* Dataset records *
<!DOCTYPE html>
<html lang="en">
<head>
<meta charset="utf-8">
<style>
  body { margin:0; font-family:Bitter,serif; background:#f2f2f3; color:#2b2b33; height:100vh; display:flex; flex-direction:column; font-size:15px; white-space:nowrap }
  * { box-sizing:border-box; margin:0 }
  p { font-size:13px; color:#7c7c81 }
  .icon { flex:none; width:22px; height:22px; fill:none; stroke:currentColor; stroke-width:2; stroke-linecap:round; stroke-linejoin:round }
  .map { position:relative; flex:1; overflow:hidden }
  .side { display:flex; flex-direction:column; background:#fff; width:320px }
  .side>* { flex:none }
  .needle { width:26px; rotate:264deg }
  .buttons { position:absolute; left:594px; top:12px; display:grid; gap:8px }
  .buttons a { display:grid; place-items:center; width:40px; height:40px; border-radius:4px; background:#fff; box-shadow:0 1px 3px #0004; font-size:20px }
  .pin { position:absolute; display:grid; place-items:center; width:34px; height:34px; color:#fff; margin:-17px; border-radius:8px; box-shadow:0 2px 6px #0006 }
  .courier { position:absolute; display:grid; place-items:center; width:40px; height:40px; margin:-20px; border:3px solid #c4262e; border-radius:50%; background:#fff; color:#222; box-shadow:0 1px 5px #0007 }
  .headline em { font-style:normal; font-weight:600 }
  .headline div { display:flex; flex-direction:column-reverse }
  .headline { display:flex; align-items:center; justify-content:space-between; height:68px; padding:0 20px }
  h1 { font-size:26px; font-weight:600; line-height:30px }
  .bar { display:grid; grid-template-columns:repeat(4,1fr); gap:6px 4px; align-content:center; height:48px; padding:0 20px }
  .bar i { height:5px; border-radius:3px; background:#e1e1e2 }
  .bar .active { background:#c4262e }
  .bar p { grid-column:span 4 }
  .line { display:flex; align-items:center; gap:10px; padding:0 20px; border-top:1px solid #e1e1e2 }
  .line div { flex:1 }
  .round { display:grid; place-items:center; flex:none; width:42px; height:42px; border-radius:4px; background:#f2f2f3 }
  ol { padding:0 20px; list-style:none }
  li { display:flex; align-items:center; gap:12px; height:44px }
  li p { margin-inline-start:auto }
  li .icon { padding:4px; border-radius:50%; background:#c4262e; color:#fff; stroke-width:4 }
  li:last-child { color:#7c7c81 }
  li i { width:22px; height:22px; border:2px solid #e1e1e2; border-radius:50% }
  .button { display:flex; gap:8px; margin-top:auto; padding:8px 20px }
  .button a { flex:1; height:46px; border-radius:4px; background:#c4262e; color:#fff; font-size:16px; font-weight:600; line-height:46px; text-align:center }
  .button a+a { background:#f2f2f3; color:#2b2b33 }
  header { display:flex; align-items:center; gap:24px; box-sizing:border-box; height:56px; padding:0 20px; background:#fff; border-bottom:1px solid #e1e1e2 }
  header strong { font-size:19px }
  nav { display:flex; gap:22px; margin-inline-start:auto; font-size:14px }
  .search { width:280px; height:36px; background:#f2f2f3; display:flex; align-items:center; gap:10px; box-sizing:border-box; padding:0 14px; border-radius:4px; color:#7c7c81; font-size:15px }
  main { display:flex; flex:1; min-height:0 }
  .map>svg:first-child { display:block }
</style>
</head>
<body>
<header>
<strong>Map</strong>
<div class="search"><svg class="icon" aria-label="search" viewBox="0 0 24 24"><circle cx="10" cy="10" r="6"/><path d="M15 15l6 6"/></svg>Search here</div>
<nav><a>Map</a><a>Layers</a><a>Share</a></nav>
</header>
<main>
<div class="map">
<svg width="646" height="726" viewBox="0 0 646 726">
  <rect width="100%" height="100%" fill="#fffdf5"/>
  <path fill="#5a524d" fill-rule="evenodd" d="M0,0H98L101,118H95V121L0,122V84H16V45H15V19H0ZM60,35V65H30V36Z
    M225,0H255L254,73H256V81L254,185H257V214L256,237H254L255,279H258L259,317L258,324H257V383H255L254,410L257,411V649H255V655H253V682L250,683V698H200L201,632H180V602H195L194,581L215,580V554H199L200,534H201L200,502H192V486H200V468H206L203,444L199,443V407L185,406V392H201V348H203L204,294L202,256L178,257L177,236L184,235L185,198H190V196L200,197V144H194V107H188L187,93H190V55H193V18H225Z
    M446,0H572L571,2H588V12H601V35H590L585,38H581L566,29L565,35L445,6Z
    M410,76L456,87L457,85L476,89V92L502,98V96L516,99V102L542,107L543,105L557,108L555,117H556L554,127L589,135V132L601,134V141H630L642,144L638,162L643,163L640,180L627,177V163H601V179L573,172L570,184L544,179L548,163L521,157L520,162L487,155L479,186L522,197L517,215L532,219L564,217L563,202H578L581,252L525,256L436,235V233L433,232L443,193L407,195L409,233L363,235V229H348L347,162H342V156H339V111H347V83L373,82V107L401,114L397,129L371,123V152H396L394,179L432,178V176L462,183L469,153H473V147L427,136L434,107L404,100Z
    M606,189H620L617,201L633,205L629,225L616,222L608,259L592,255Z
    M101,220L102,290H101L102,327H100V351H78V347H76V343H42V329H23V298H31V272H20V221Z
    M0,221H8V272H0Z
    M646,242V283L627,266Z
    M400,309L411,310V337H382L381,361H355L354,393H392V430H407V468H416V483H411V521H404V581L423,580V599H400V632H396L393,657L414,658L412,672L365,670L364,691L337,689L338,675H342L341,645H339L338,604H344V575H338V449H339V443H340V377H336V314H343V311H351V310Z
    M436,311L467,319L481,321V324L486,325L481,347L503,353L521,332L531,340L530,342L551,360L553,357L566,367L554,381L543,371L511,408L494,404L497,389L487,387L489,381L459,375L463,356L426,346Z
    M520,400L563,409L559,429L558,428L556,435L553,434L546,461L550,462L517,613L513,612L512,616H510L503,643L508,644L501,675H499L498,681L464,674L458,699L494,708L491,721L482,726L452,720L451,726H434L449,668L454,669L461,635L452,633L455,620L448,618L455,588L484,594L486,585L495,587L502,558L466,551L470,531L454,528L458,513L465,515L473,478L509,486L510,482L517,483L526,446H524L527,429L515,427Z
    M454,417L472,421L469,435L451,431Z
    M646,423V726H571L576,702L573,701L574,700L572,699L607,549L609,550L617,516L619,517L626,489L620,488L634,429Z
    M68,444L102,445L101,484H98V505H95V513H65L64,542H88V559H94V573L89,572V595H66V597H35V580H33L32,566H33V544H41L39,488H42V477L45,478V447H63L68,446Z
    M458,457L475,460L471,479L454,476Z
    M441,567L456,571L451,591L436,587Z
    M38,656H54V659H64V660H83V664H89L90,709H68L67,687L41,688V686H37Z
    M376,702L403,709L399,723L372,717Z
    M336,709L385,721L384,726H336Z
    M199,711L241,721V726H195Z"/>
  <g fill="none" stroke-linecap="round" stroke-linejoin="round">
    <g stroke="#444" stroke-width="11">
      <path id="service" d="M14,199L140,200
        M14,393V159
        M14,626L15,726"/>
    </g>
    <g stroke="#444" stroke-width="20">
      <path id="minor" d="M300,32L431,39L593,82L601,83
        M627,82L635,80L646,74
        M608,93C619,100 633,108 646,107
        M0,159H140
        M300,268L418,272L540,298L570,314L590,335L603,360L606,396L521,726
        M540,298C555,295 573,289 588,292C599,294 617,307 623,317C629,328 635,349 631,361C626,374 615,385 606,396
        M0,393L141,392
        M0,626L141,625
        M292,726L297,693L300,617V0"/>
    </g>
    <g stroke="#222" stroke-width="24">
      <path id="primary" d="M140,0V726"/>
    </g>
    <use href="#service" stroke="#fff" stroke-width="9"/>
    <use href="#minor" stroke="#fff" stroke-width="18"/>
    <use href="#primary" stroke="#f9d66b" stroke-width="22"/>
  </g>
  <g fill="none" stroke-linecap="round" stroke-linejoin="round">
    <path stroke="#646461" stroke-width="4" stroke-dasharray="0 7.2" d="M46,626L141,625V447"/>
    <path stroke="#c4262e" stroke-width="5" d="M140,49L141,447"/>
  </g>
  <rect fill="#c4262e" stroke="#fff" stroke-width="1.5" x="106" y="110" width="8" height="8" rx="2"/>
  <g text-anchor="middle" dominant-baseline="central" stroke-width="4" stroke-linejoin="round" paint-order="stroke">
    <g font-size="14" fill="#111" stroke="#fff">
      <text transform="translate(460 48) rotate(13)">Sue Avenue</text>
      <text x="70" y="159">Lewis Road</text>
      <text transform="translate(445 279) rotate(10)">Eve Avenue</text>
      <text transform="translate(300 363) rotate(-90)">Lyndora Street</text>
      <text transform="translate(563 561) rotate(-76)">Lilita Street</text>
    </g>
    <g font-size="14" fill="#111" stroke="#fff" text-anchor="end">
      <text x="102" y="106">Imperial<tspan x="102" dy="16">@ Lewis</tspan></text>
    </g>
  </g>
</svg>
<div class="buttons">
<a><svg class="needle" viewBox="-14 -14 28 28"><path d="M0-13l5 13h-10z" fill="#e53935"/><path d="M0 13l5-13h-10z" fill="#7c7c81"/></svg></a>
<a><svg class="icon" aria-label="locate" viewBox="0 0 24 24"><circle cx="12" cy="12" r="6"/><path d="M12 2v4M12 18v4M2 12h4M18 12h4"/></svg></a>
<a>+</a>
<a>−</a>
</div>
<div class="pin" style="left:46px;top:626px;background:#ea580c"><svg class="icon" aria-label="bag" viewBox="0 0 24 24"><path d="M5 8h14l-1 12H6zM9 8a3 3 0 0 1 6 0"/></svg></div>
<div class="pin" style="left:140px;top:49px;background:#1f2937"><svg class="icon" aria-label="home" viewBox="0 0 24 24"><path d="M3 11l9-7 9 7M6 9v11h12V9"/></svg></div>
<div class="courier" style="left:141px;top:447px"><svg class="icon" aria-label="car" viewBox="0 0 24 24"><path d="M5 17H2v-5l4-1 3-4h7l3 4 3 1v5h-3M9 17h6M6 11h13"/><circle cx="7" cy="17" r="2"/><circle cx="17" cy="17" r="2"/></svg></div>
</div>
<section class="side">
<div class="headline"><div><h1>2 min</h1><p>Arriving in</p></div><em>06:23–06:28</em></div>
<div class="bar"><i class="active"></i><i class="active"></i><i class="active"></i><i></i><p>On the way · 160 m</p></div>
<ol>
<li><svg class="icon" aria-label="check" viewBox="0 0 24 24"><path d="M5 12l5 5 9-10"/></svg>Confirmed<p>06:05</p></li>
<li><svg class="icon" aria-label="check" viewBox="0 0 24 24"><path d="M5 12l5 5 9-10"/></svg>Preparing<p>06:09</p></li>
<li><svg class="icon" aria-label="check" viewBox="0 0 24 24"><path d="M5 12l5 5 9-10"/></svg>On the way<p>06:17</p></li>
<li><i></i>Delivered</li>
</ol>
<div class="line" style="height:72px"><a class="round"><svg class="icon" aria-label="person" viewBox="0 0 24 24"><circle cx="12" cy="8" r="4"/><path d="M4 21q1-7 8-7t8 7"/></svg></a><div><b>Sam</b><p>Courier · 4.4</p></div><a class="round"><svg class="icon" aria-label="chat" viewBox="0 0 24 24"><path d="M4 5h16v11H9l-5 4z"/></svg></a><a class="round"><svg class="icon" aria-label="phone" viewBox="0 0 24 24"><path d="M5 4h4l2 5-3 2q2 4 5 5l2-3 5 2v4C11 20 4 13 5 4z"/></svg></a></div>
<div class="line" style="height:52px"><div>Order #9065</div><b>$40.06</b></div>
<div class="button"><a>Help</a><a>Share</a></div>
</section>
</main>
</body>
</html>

* Required action *
Output nothing but the lines from the one containing "17H2v-5l4-1 3-4h7l3 4" to the end of the listing, both of those included, exactly as given.

* Reply to the exercise *
<div class="courier" style="left:141px;top:447px"><svg class="icon" aria-label="car" viewBox="0 0 24 24"><path d="M5 17H2v-5l4-1 3-4h7l3 4 3 1v5h-3M9 17h6M6 11h13"/><circle cx="7" cy="17" r="2"/><circle cx="17" cy="17" r="2"/></svg></div>
</div>
<section class="side">
<div class="headline"><div><h1>2 min</h1><p>Arriving in</p></div><em>06:23–06:28</em></div>
<div class="bar"><i class="active"></i><i class="active"></i><i class="active"></i><i></i><p>On the way · 160 m</p></div>
<ol>
<li><svg class="icon" aria-label="check" viewBox="0 0 24 24"><path d="M5 12l5 5 9-10"/></svg>Confirmed<p>06:05</p></li>
<li><svg class="icon" aria-label="check" viewBox="0 0 24 24"><path d="M5 12l5 5 9-10"/></svg>Preparing<p>06:09</p></li>
<li><svg class="icon" aria-label="check" viewBox="0 0 24 24"><path d="M5 12l5 5 9-10"/></svg>On the way<p>06:17</p></li>
<li><i></i>Delivered</li>
</ol>
<div class="line" style="height:72px"><a class="round"><svg class="icon" aria-label="person" viewBox="0 0 24 24"><circle cx="12" cy="8" r="4"/><path d="M4 21q1-7 8-7t8 7"/></svg></a><div><b>Sam</b><p>Courier · 4.4</p></div><a class="round"><svg class="icon" aria-label="chat" viewBox="0 0 24 24"><path d="M4 5h16v11H9l-5 4z"/></svg></a><a class="round"><svg class="icon" aria-label="phone" viewBox="0 0 24 24"><path d="M5 4h4l2 5-3 2q2 4 5 5l2-3 5 2v4C11 20 4 13 5 4z"/></svg></a></div>
<div class="line" style="height:52px"><div>Order #9065</div><b>$40.06</b></div>
<div class="button"><a>Help</a><a>Share</a></div>
</section>
</main>
</body>
</html>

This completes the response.